-- What needs to be done --
All of the data goes into your copy exactly as written. Images do not.

-*-

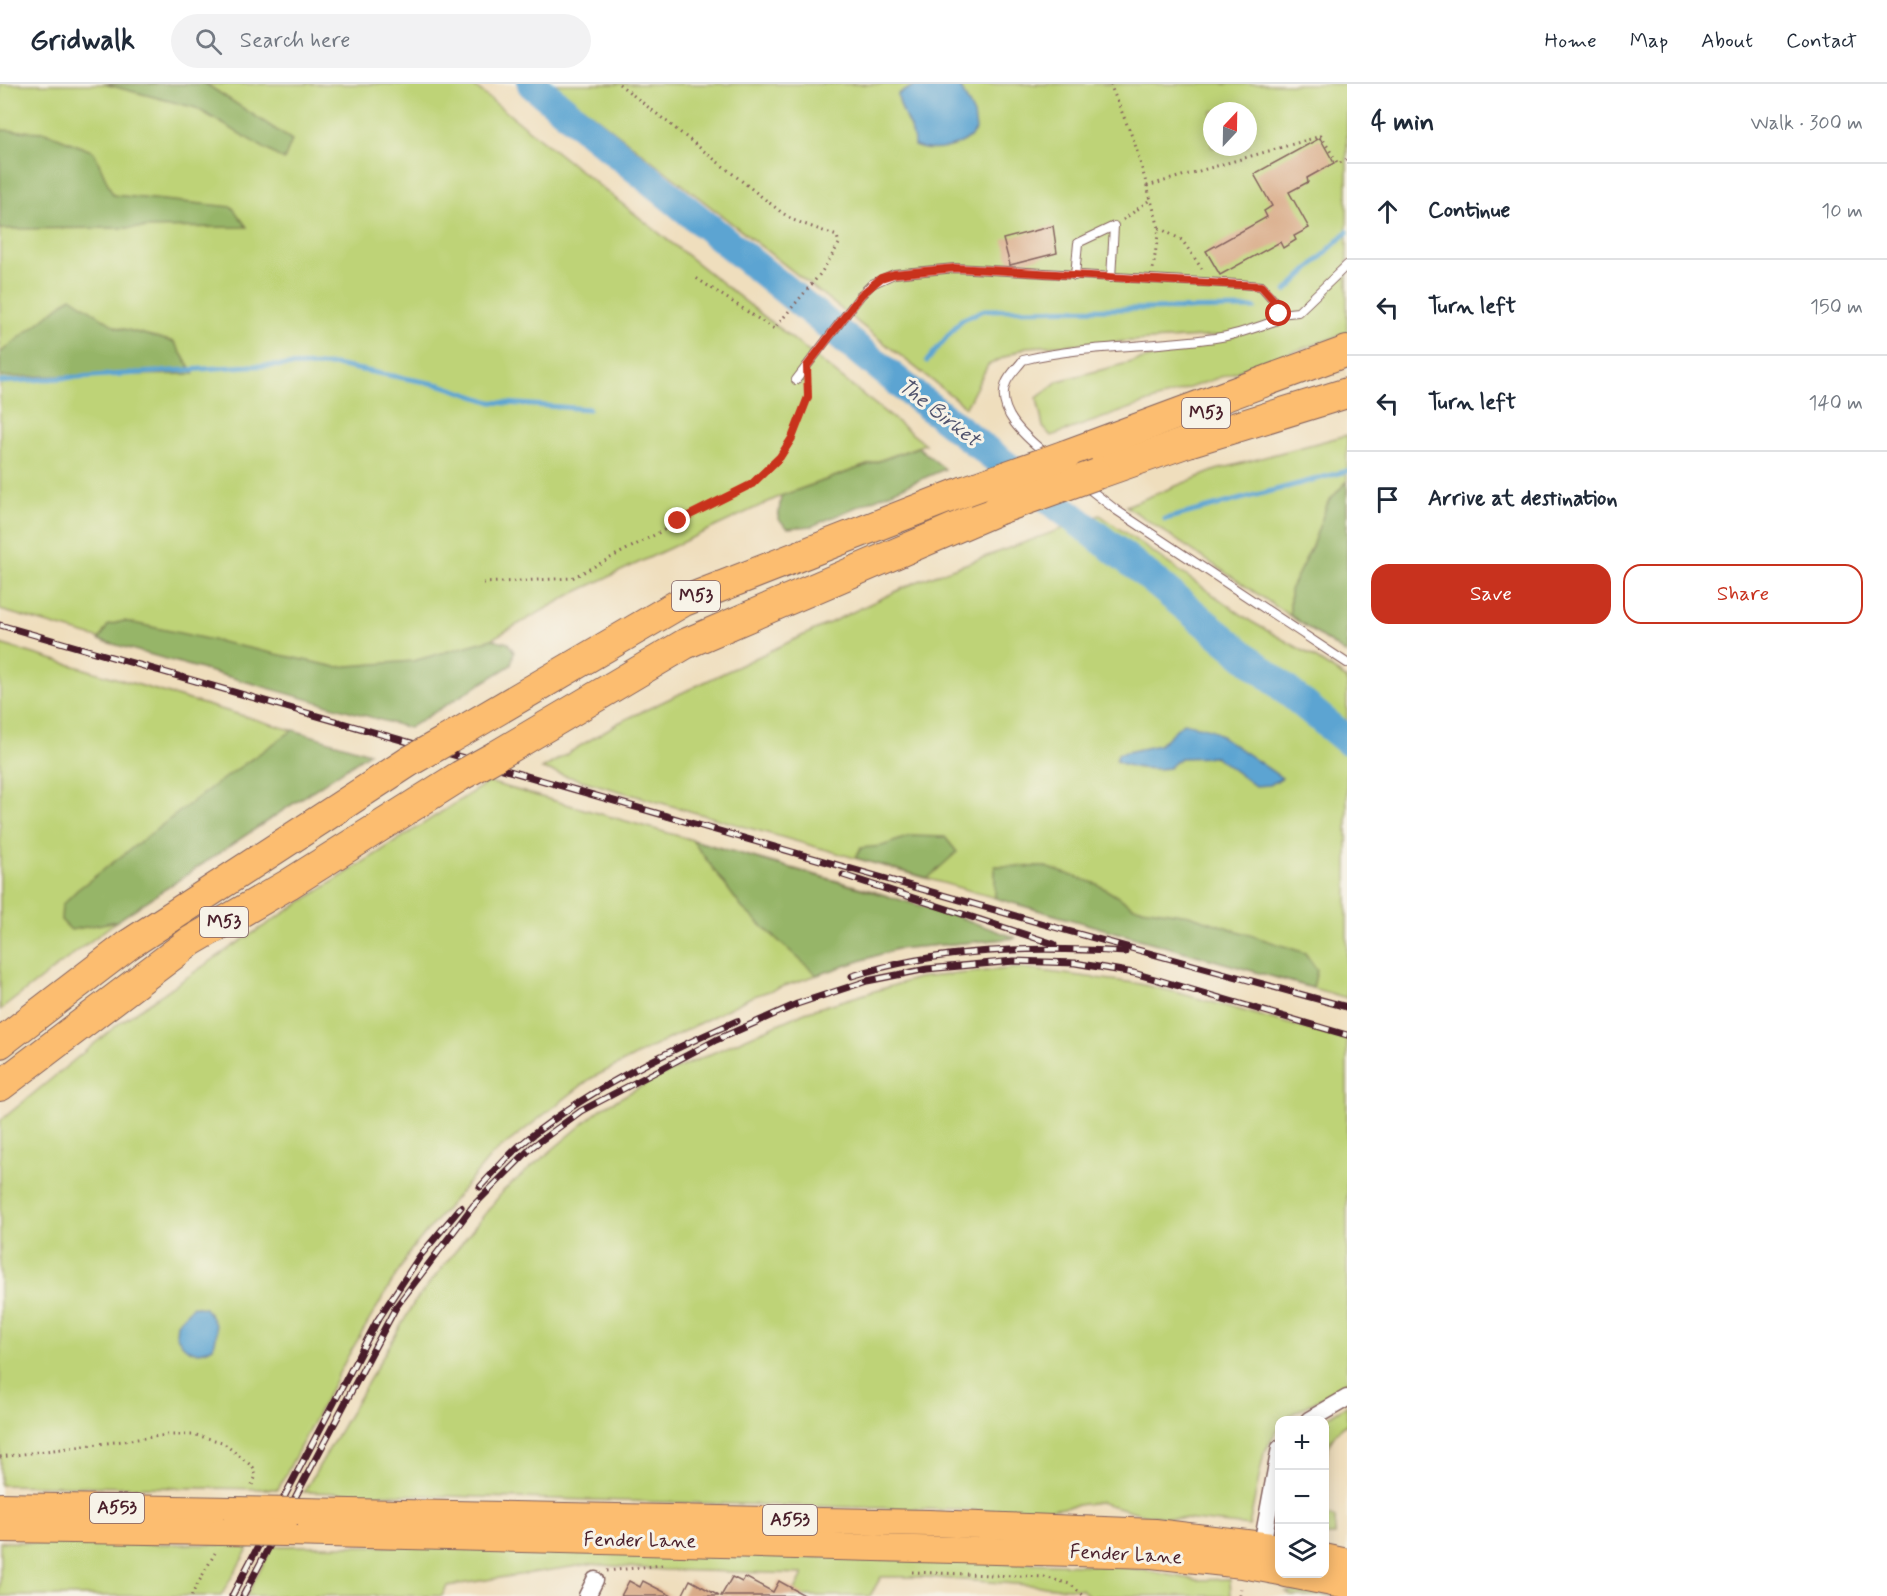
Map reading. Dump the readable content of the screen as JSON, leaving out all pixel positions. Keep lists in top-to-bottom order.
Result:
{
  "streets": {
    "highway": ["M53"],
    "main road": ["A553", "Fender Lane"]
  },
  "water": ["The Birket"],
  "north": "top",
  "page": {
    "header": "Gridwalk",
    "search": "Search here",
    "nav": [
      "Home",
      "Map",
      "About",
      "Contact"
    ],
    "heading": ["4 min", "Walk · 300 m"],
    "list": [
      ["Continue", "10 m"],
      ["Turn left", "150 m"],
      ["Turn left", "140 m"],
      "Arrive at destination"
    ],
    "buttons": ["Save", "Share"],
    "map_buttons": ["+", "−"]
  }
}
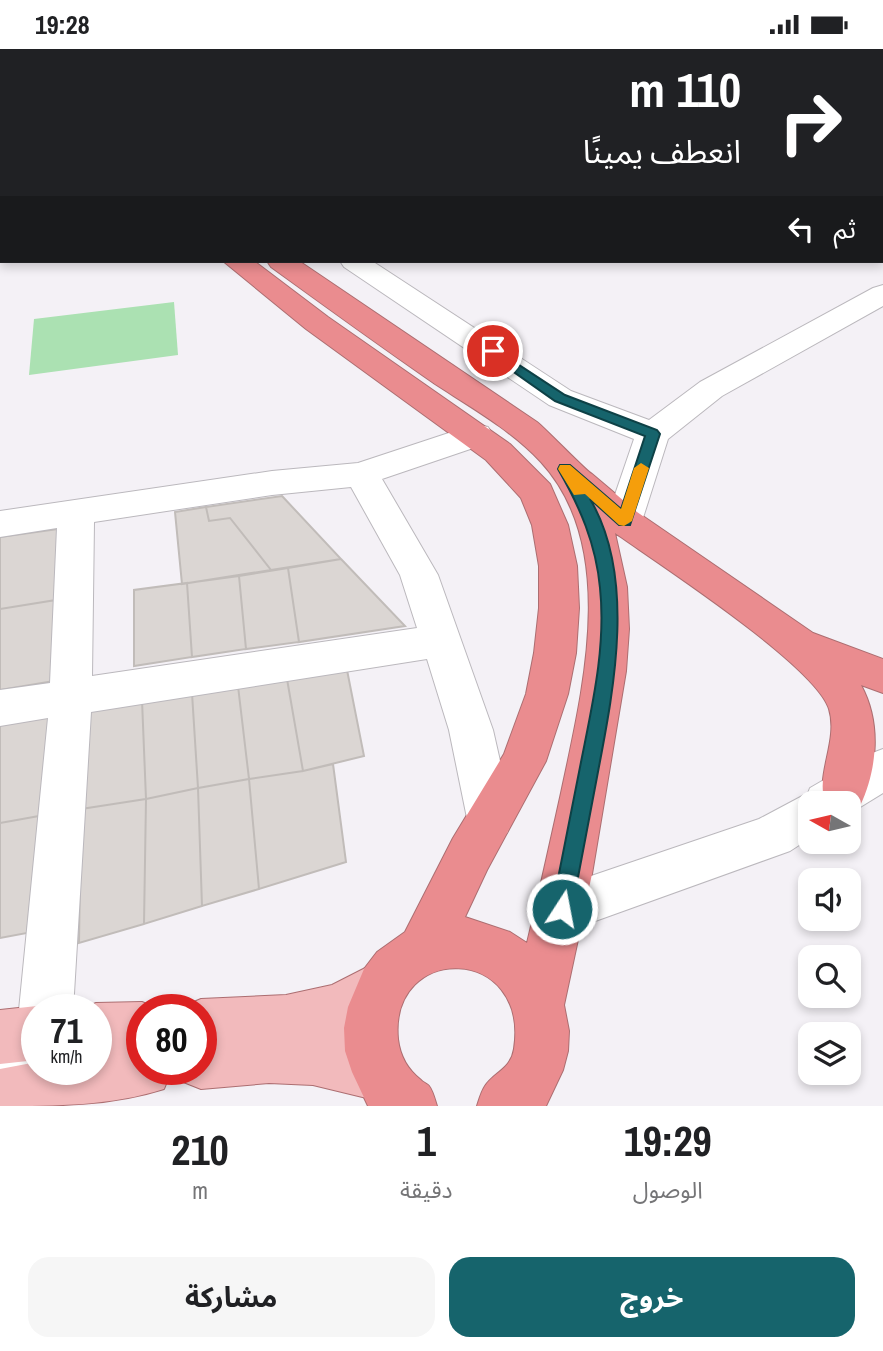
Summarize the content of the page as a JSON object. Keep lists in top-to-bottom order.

-*-

-- Your response --
Map reading. Dump the readable content of the screen as JSON, leaving out all pixel positions. Keep lists in top-to-bottom order.
Result:
{
  "streets": {
    "highway": ["M53"],
    "main road": ["A553", "Fender Lane"]
  },
  "water": ["The Birket"],
  "north": "top",
  "page": {
    "header": "Gridwalk",
    "search": "Search here",
    "nav": [
      "Home",
      "Map",
      "About",
      "Contact"
    ],
    "heading": ["4 min", "Walk · 300 m"],
    "list": [
      ["Continue", "10 m"],
      ["Turn left", "150 m"],
      ["Turn left", "140 m"],
      "Arrive at destination"
    ],
    "buttons": ["Save", "Share"],
    "map_buttons": ["+", "−"]
  }
}
Summarize the content of the page as a JSON object. Keep lists in top-to-bottom order.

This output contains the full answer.